Monday, September 29, 2008

A Reflection of: Regarding the Pain of Others by Susan Sontag

I happened to find this book to be very interesting, not through its dense amount of examples but for the underlying point that I gathered from it. Is a photograph ever truly an accurate depiction of what occurred in the past? Or like many of the pictures that depict war something else. Not quite hoax, yet not grounded in reality either. I always think the saying “a picture is worth a thousand words” to be funny, because I always like to think what someone is really trying to convey is that a picture may very well be worth that many words, yet in such a large number there can be room for just about anything. A picture can in fact capture our past, yet to what accuracy? It cannot convey emotions as well as people think, what if the terror stricken woman was told to pose that way by the photographer? Would a person be angry at the photographer for capturing a lie, or with themselves for the emotion the picture elicited in them? I would be angry at myself, for allowing myself to be subjected to yet another form of media, which coming from my background is almost always rooted in lies. As for the book itself, I really did not personally care for it, perhaps instead of naming countless examples of such photographs; maybe a wiser idea would have been to actually show the examples. Unless you are indeed majoring in photography or mayhap an avid hobbyist, who I am neither, I believe it is safe to suffice that at least for myself I found the book to be a bit hard to follow. Purely through it’s over usage of examples. In a way I believe the sheer amount of them diluted and shrouded the main points that Sontag was trying to convey. Outside of that, I really don’t have much else to say regarding this text because I drew very little from it.
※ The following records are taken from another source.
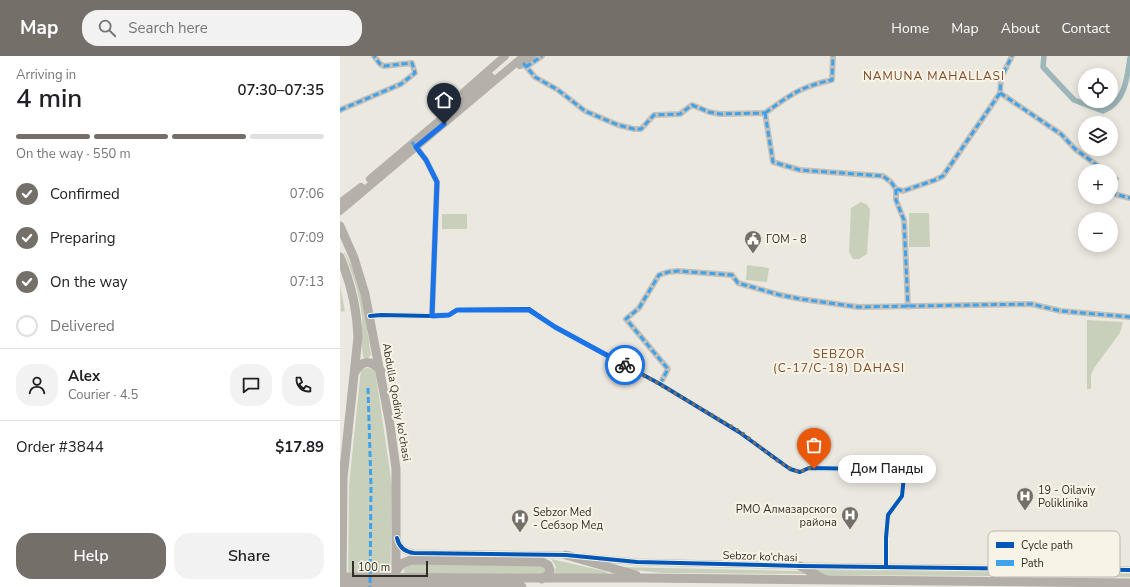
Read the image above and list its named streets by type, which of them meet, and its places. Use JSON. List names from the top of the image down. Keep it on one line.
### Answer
{"streets":{"main road":["Abdulla Qodiriy ko'chasi","Sebzor ko‘chasi"]},"crossings":[["Abdulla Qodiriy ko'chasi","Sebzor ko‘chasi"]],"districts":["NAMUNA MAHALLASI","SEBZOR (C-17/C-18) DAHASI"],"places":{"public building":["ГОМ - 8"],"other":["Дом Панды"],"hospital":["19 - Oilaviy Poliklinika","РМО Алмазарского района","Sebzor Med - Себзор Мед"]},"legend":["Cycle path","Path"],"scale_bar":"100 m","page":{"header":"Map","search":"Search here","nav":["Home","Map","About","Contact"],"heading":["4 min","Arriving in","07:30–07:35"],"panel":["Alex","Courier · 4.5","Order #3844","$17.89"],"map_buttons":["+","−"],"bar":"On the way · 550 m","list":[["Confirmed","07:06"],["Preparing","07:09"],["On the way","07:13"],"Delivered"],"bubble":"Дом Панды","buttons":["Help","Share"],"scale":"100 m"}}
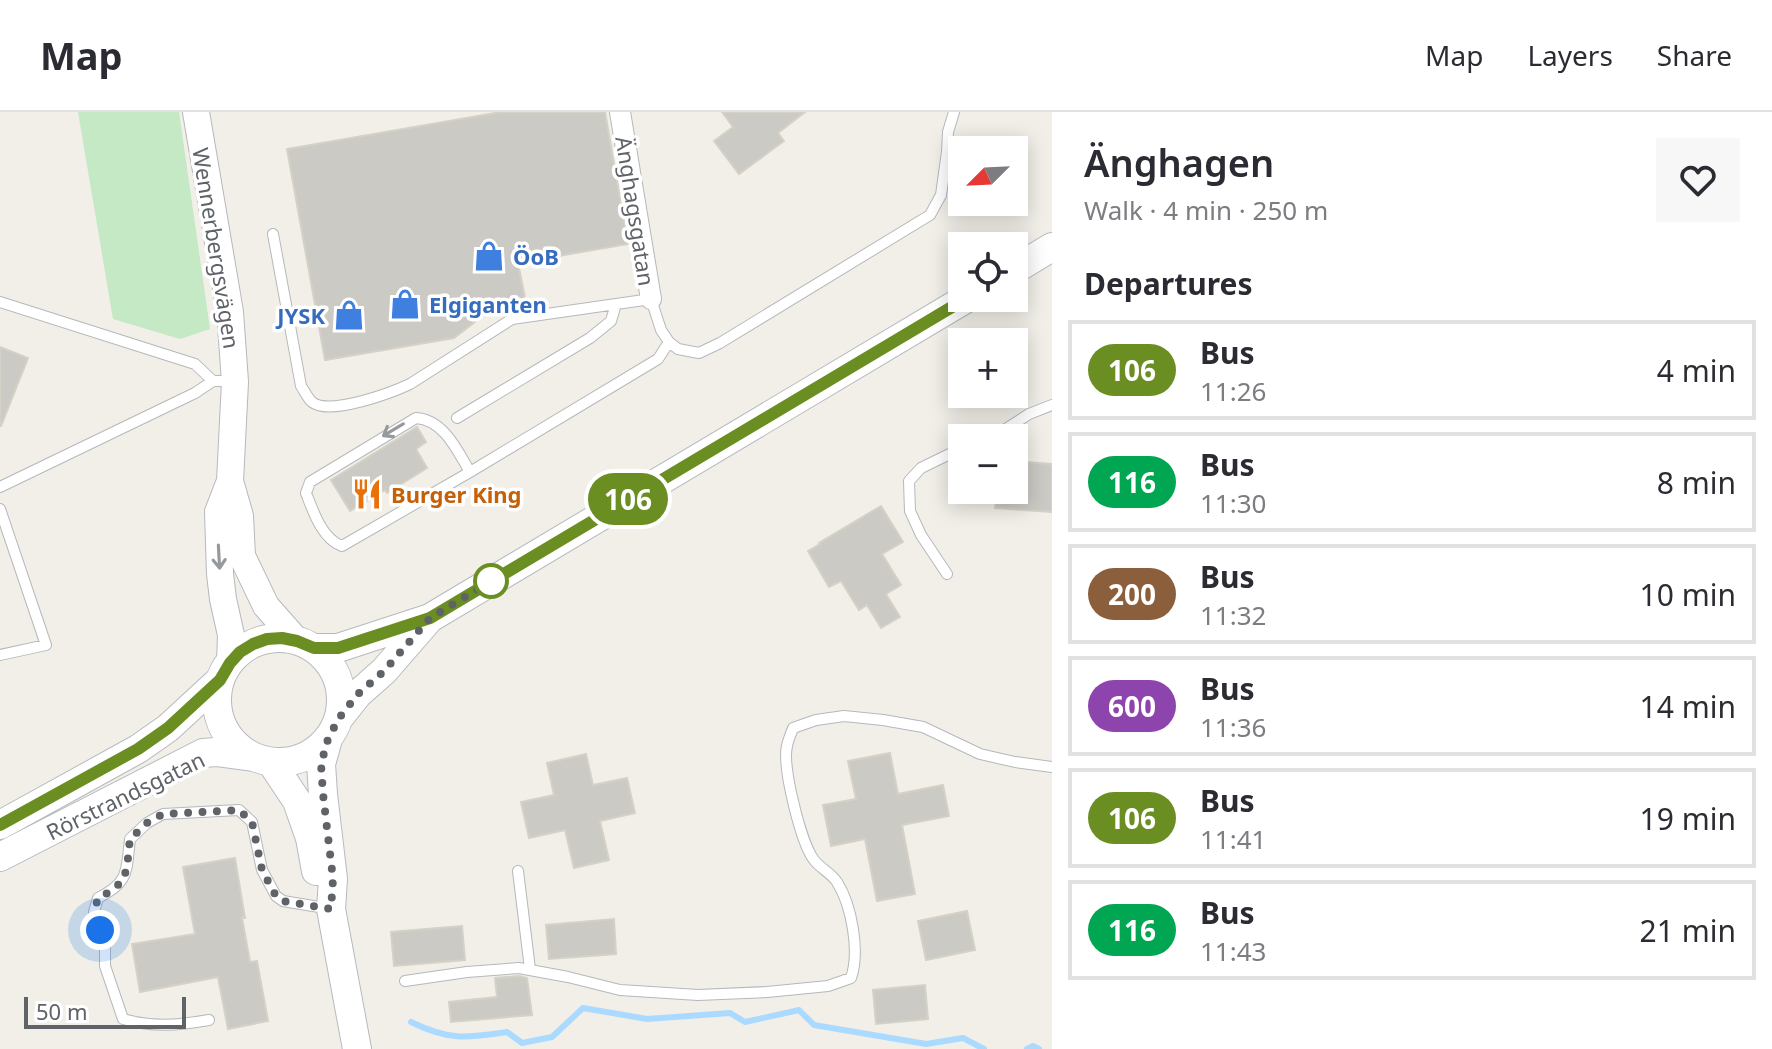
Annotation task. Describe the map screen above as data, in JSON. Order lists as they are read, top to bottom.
{
  "streets": {
    "main road": ["Wennerbergsvägen", "Rörstrandsgatan"],
    "street": ["Änghagsgatan"]
  },
  "crossings": [
    ["Wennerbergsvägen", "Rörstrandsgatan"]
  ],
  "places": {
    "shop": ["ÖoB", "Elgiganten", "JYSK"],
    "restaurant": ["Burger King"]
  },
  "lines": ["bus line 106"],
  "scale_bar": "50 m",
  "north": "bottom left",
  "page": {
    "header": "Map",
    "nav": ["Map", "Layers", "Share"],
    "on_map": "106",
    "heading": [
      ["Änghagen", "Walk · 4 min · 250 m"],
      "Departures"
    ],
    "map_buttons": ["+", "−"],
    "list": [
      {
        "mark": "106",
        "name": "Bus",
        "note": "11:26",
        "value": "4 min"
      },
      {
        "mark": "116",
        "name": "Bus",
        "note": "11:30",
        "value": "8 min"
      },
      {
        "mark": "200",
        "name": "Bus",
        "note": "11:32",
        "value": "10 min"
      },
      {
        "mark": "600",
        "name": "Bus",
        "note": "11:36",
        "value": "14 min"
      },
      {
        "mark": "106",
        "name": "Bus",
        "note": "11:41",
        "value": "19 min"
      },
      {
        "mark": "116",
        "name": "Bus",
        "note": "11:43",
        "value": "21 min"
      }
    ],
    "scale": "50 m"
  }
}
I do however agree that photographs are a powerful tool of depiction that can often elicit strange and unexplainable feelings when viewed by an audience. It is true, and intriguing that we as a race find some sort of sadistic pleasure in the pain of others. I personally can’t stand when traffic comes to a turtles pace whenever there happens to be an accident or even a ticketing. We are in some odd way fueled by others misery and pain. I sadly must agree, even I at times stop to stare at the gruesomeness of life.